Exercise description:
Each line of the listing where "secondary" appears should be reported.

Data for this task:
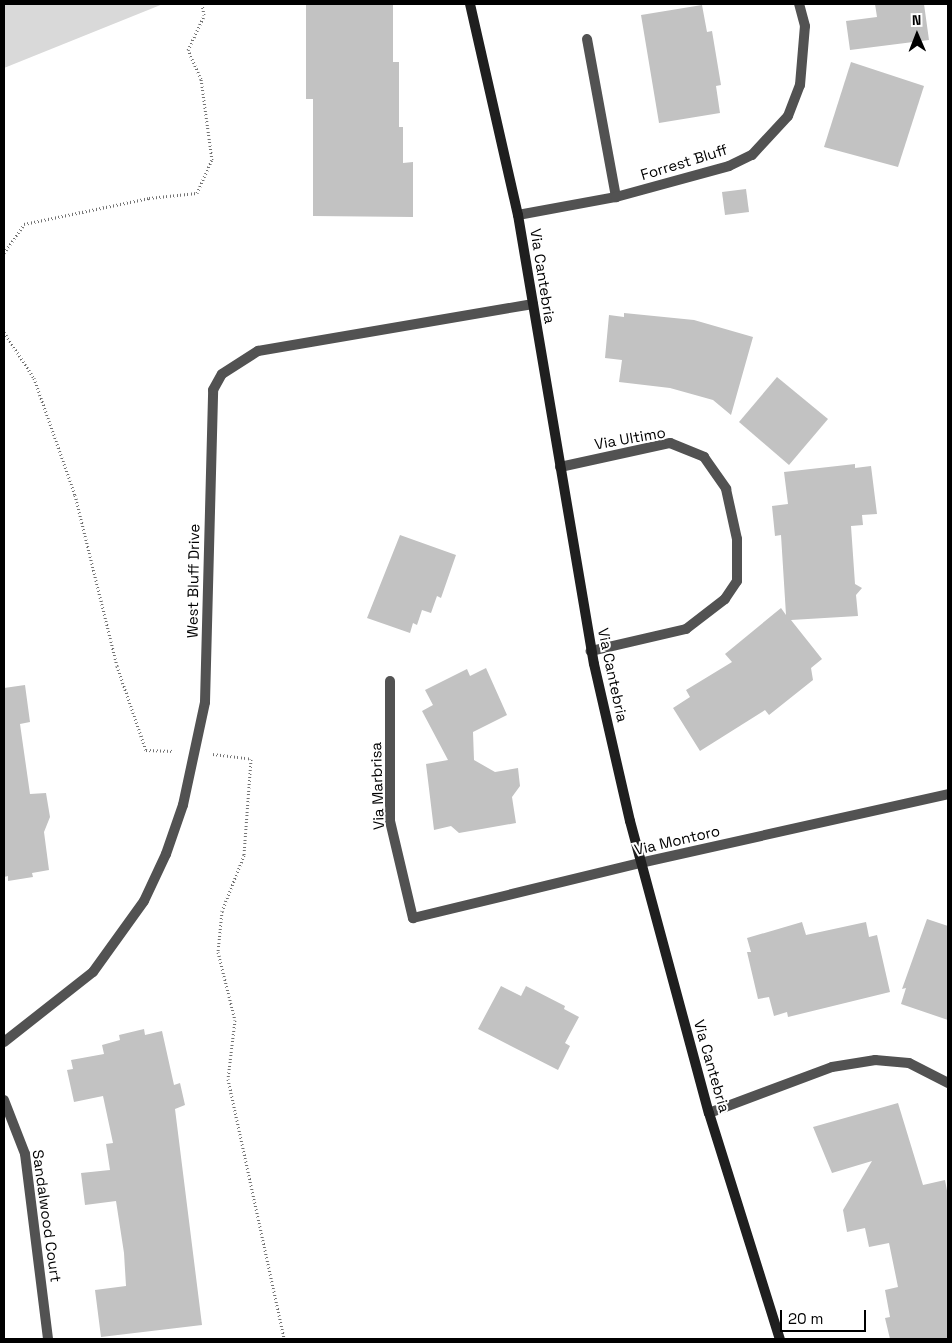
<!DOCTYPE html>
<style>
body{margin:0}
#map{position:relative;width:952px;height:1343px;overflow:hidden;background:#fff;font-family:"Space Grotesk",sans-serif}
div>[style]{position:absolute}
.green>*{inset:0;background:#d9d9d9}
.building>*{inset:0;background:#c2c2c2}
.path>*{height:3px;margin-top:-1.5px;transform-origin:0;background:repeating-linear-gradient(90deg,#747474 0 1px,transparent 0 3.5px)}
.service>*{height:10px;margin:-5px;padding:0 5px;transform-origin:5px;border-radius:5px;background:#525252}
.minor>*{height:10px;margin:-5px;padding:0 5px;transform-origin:5px;border-radius:5px;background:#525252}
.tertiary>*{height:10px;margin:-5px;padding:0 5px;transform-origin:5px;border-radius:5px;background:#525252}
.secondary>*{height:10px;margin:-5px;padding:0 5px;transform-origin:5px;border-radius:5px;background:#1f1f1f}
span{translate:-50% -50%;white-space:nowrap;text-align:center;line-height:1.15;-webkit-text-stroke:4px #fff;paint-order:stroke}
.street-label{font-size:15px;color:#000}
.frame{position:absolute;inset:0;border:5px solid #000;pointer-events:none}
.north{position:absolute;left:892px;top:10px;width:50px;height:50px;-webkit-text-stroke:4px #fff;paint-order:stroke;rotate:359deg;font-size:14px;font-weight:700;line-height:20px;text-align:center;color:#000}
.north::after{content:'';display:block;margin:auto;width:18px;height:22px;background:#000;clip-path:polygon(50% 0,100% 100%,50% 72%,0 100%)}
.scale{position:absolute;left:780px;top:1310px;width:86px;height:22px;box-sizing:border-box;border:2px solid #000;border-top:0;padding-left:6px;font-size:15px;line-height:18px;white-space:nowrap;color:#000;-webkit-text-stroke:4px #fff;paint-order:stroke}
</style>
<div id="map">
<div class="green">
<div style="clip-path:polygon(4px 4px,163px 4px,4px 68px)"></div>
</div>
<div class="building">
<div style="clip-path:polygon(306px 4px,393px 4px,393px 62px,399px 62px,399px 127px,403px 127px,403px 163px,413px 162px,413px 217px,313px 216px,313px 99px,306px 99px)"></div>
<div style="clip-path:polygon(875px 4px,924px 4px,929px 40px,850px 50px,846px 21px,877px 17px)"></div>
<div style="clip-path:polygon(702px 5px,707px 32px,712px 31px,721px 85px,716px 86px,720px 113px,659px 123px,641px 15px)"></div>
<div style="clip-path:polygon(851px 62px,924px 86px,898px 167px,824px 147px)"></div>
<div style="clip-path:polygon(746px 189px,749px 212px,725px 215px,722px 192px)"></div>
<div style="clip-path:polygon(624px 313px,694px 320px,753px 337px,731px 415px,713px 400px,670px 388px,619px 382px,622px 360px,605px 358px,609px 315px,624px 317px)"></div>
<div style="clip-path:polygon(777px 377px,828px 419px,789px 465px,739px 422px)"></div>
<div style="clip-path:polygon(855px 464px,855px 468px,871px 466px,877px 514px,862px 515px,863px 525px,851px 526px,855px 584px,862px 588px,856px 595px,858px 616px,791px 620px,822px 659px,811px 668px,813px 680px,769px 715px,765px 710px,700px 751px,673px 708px,690px 697px,686px 690px,732px 662px,725px 654px,781px 608px,786px 615px,781px 535px,775px 536px,772px 506px,788px 504px,784px 472px)"></div>
<div style="clip-path:polygon(400px 535px,456px 555px,441px 598px,437px 596px,431px 613px,422px 610px,417px 625px,413px 623px,410px 633px,367px 618px)"></div>
<div style="clip-path:polygon(486px 668px,507px 715px,473px 732px,474px 760px,495px 772px,518px 768px,520px 786px,512px 797px,516px 823px,459px 833px,451px 826px,434px 830px,426px 764px,448px 760px,422px 711px,433px 705px,425px 690px,467px 669px,470px 676px)"></div>
<div style="clip-path:polygon(25px 685px,30px 722px,20px 724px,30px 794px,46px 793px,50px 817px,44px 832px,49px 870px,32px 873px,33px 877px,8px 881px,8px 876px,4px 877px,4px 688px)"></div>
<div style="clip-path:polygon(927px 919px,948px 926px,948px 1020px,901px 1004px,906px 988px,902px 989px)"></div>
<div style="clip-path:polygon(802px 922px,806px 935px,866px 922px,869px 937px,877px 935px,890px 992px,788px 1017px,787px 1012px,774px 1016px,769px 997px,758px 999px,747px 952px,751px 952px,747px 938px)"></div>
<div style="clip-path:polygon(501px 986px,521px 996px,526px 986px,565px 1006px,564px 1009px,579px 1017px,565px 1043px,570px 1046px,558px 1070px,478px 1029px)"></div>
<div style="clip-path:polygon(144px 1029px,145px 1035px,162px 1031px,174px 1085px,180px 1083px,185px 1105px,175px 1109px,202px 1325px,101px 1337px,95px 1290px,126px 1286px,124px 1253px,116px 1201px,85px 1205px,81px 1173px,110px 1170px,106px 1144px,113px 1143px,103px 1096px,74px 1102px,67px 1070px,73px 1069px,71px 1060px,104px 1054px,102px 1045px,120px 1040px,119px 1035px)"></div>
<div style="clip-path:polygon(898px 1103px,923px 1185px,945px 1180px,948px 1196px,948px 1339px,890px 1339px,885px 1318px,890px 1317px,885px 1290px,898px 1287px,889px 1243px,869px 1247px,865px 1228px,847px 1232px,843px 1210px,872px 1161px,832px 1173px,813px 1127px)"></div>
</div>
<div class="path">
<div style="left:4px;top:253px;width:35px;rotate:-55deg"></div>
<div style="left:24px;top:224px;width:128px;rotate:-11.7deg"></div>
<div style="left:149px;top:198px;width:48px;rotate:-5.9deg"></div>
<div style="left:197px;top:193px;width:36px;rotate:-66deg"></div>
<div style="left:212px;top:160px;width:82px;rotate:-97.7deg"></div>
<div style="left:201px;top:79px;width:32px;rotate:-114deg"></div>
<div style="left:188px;top:50px;width:38px;rotate:-65deg"></div>
<div style="left:204px;top:15px;width:11px;rotate:-100deg"></div>
<div style="left:4px;top:332px;width:55px;rotate:56.9deg"></div>
<div style="left:34px;top:378px;width:124px;rotate:70.7deg"></div>
<div style="left:75px;top:495px;width:176px;rotate:76.2deg"></div>
<div style="left:117px;top:666px;width:89px;rotate:71deg"></div>
<div style="left:146px;top:750px;width:28px;rotate:2deg"></div>
<div style="left:213px;top:754px;width:38px;rotate:7deg"></div>
<div style="left:251px;top:759px;width:96px;rotate:94.2deg"></div>
<div style="left:244px;top:855px;width:60px;rotate:111.4deg"></div>
<div style="left:222px;top:911px;width:41px;rotate:95.6deg"></div>
<div style="left:218px;top:952px;width:70px;rotate:76deg"></div>
<div style="left:235px;top:1020px;width:59px;rotate:96.8deg"></div>
<div style="left:228px;top:1079px;width:266px;rotate:77.8deg"></div>
</div>
<div class="service">
<div style="left:587px;top:39px;width:161px;rotate:79.6deg"></div>
</div>
<div class="minor">
<div style="left:518px;top:215px;width:100px;rotate:-10.4deg"></div>
<div style="left:616px;top:197px;width:117px;rotate:-15.3deg"></div>
<div style="left:729px;top:166px;width:25px;rotate:-26deg"></div>
<div style="left:752px;top:155px;width:53px;rotate:-47.3deg"></div>
<div style="left:788px;top:116px;width:33px;rotate:-69deg"></div>
<div style="left:800px;top:85px;width:59px;rotate:-85.2deg"></div>
<div style="left:805px;top:26px;width:23px;rotate:-105deg"></div>
<div style="left:560px;top:467px;width:113px;rotate:-12.3deg"></div>
<div style="left:670px;top:443px;width:37px;rotate:22deg"></div>
<div style="left:704px;top:457px;width:39px;rotate:55deg"></div>
<div style="left:726px;top:489px;width:51px;rotate:77.6deg"></div>
<div style="left:737px;top:539px;width:42px;rotate:90deg"></div>
<div style="left:737px;top:581px;width:22px;rotate:124deg"></div>
<div style="left:725px;top:599px;width:49px;rotate:142.4deg"></div>
<div style="left:686px;top:629px;width:98px;rotate:167deg"></div>
<div style="left:390px;top:681px;width:140px;rotate:90deg"></div>
<div style="left:390px;top:821px;width:100px;rotate:76.7deg"></div>
<div style="left:413px;top:918px;width:234px;rotate:-13.6deg"></div>
<div style="left:4px;top:1042px;width:113px;rotate:-38.2deg"></div>
<div style="left:93px;top:972px;width:87px;rotate:-54.3deg"></div>
<div style="left:144px;top:901px;width:52px;rotate:-64.9deg"></div>
<div style="left:166px;top:854px;width:52px;rotate:-70.9deg"></div>
<div style="left:183px;top:805px;width:105px;rotate:-77.9deg"></div>
<div style="left:205px;top:702px;width:312px;rotate:-88.5deg"></div>
<div style="left:213px;top:390px;width:18px;rotate:-61deg"></div>
<div style="left:222px;top:374px;width:43px;rotate:-32.6deg"></div>
<div style="left:258px;top:351px;width:279px;rotate:-9.7deg"></div>
<div style="left:4px;top:1100px;width:58px;rotate:68.7deg"></div>
<div style="left:25px;top:1154px;width:186px;rotate:82.9deg"></div>
<div style="left:709px;top:1113px;width:131px;rotate:-20.5deg"></div>
<div style="left:832px;top:1067px;width:44px;rotate:-9.2deg"></div>
<div style="left:875px;top:1060px;width:34px;rotate:5deg"></div>
<div style="left:909px;top:1063px;width:44px;rotate:27.1deg"></div>
</div>
<div class="tertiary">
<div style="left:640px;top:863px;width:316px;rotate:-12.6deg"></div>
</div>
<div class="secondary">
<div style="left:470px;top:4px;width:216px;rotate:77.2deg"></div>
<div style="left:518px;top:215px;width:455px;rotate:80.4deg"></div>
<div style="left:594px;top:664px;width:161px;rotate:77.1deg"></div>
<div style="left:630px;top:821px;width:302px;rotate:74.9deg"></div>
<div style="left:709px;top:1113px;width:237px;rotate:72.6deg"></div>
</div>
<div class="street-label">
<span style="left:684px;top:162px;rotate:-17deg">Forrest Bluff</span>
<span style="left:543px;top:276px;rotate:81deg">Via Cantebria</span>
<span style="left:630px;top:438px;rotate:-10deg">Via Ultimo</span>
<span style="left:193px;top:581px;rotate:-89deg">West Bluff Drive</span>
<span style="left:613px;top:675px;rotate:78deg">Via Cantebria</span>
<span style="left:377px;top:786px;rotate:-92deg">Via Marbrisa</span>
<span style="left:677px;top:840px;rotate:-13deg">Via Montoro</span>
<span style="left:712px;top:1066px;rotate:74deg">Via Cantebria</span>
<span style="left:47px;top:1216px;rotate:82deg">Sandalwood Court</span>
</div>
<div class="frame"></div>
<div class="north">N</div>
<div class="scale">20 m</div>
</div>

Answer section:
.secondary>*{height:10px;margin:-5px;padding:0 5px;transform-origin:5px;border-radius:5px;background:#1f1f1f}
<div class="secondary">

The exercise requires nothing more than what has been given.